Deterrence, retribution, containment and rehabilitation do not find an easy equilibrium. There is an especial tension between retribution and rehabilitation: the anger of the victim and the indignation of the community versus the desire to help the perpetrator transcend their crime. As a result, while much attention is paid to the processes of guilt or innocence, once decided in a court of law, the convicted individual falls from public view.
The complexity of considering the purpose of imprisonment is left to others and, as the individual is recategorised from citizen to prisoner, they become as if invisible. Artmaking can have a significant contribution to play in both the rehabilitation of the individual and as a means by which to provide the wider community with, in the words of Elizabeth Day, a “window onto the world behind bars”. Day and her colleagues Damian Moss and Philipa Veitch manage Boom Gate Gallery at Long Bay Correctional Complex in Sydney’s eastern suburbs.

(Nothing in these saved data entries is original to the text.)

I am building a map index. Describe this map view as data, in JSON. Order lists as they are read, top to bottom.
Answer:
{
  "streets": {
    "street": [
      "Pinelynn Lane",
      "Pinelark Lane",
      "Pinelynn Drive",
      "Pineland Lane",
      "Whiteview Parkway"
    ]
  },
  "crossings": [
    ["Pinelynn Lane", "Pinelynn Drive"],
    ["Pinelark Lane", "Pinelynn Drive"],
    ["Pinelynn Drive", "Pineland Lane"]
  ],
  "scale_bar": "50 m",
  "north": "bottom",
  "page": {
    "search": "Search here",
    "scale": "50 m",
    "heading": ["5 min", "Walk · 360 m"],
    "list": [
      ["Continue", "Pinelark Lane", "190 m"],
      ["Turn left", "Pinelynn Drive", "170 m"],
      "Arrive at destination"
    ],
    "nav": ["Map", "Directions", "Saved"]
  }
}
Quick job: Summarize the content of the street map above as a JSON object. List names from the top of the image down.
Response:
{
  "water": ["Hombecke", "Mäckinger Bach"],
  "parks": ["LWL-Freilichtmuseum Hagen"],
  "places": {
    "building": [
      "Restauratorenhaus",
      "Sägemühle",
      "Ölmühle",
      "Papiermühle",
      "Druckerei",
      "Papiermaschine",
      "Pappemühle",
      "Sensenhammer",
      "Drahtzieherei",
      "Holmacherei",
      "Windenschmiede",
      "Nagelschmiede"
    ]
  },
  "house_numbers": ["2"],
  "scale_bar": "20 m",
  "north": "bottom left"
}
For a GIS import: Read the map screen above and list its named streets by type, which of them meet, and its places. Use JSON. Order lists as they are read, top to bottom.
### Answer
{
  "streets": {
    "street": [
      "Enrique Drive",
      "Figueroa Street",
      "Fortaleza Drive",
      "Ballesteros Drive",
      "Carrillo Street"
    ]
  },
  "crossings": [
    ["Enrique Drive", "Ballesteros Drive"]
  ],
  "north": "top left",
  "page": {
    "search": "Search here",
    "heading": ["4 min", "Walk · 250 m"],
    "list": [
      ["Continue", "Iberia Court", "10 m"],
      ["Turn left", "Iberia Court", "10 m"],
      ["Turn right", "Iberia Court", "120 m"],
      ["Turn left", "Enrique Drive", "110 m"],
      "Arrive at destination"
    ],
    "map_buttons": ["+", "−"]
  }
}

The gallery was established some thirty years ago, at a time when the NSW state government supported art education programs in prisons. In 2016, those programs all but disappeared when the number of qualified educators in prisons was cut from 152 full‑time public teaching positions across all subjects to twenty, with the shortfall to be covered by sixty trainers recruited by tender, none of whom were required to have a degree.
Boom Gate Gallery continues under the direction of the NSW Deputy Commissioner, Luke Grant, who himself has a background in education. In the absence of formal educational programs in art, the gallery facilitates creative production through the supply of materials, and the sale of artwork by prisoners and those who have recently been released. This is about more than production and retail; it is about visibility and the possibility of understanding. “We are a public interface,” Day explains, and through the exhibitions “we try to engage local communities, local councils, local Aboriginal groups, mental health support groups, the Law Society, migrant and refugee support groups, the workers within the Department of Corrections, visitors and families of inmates and any interested members of the public.”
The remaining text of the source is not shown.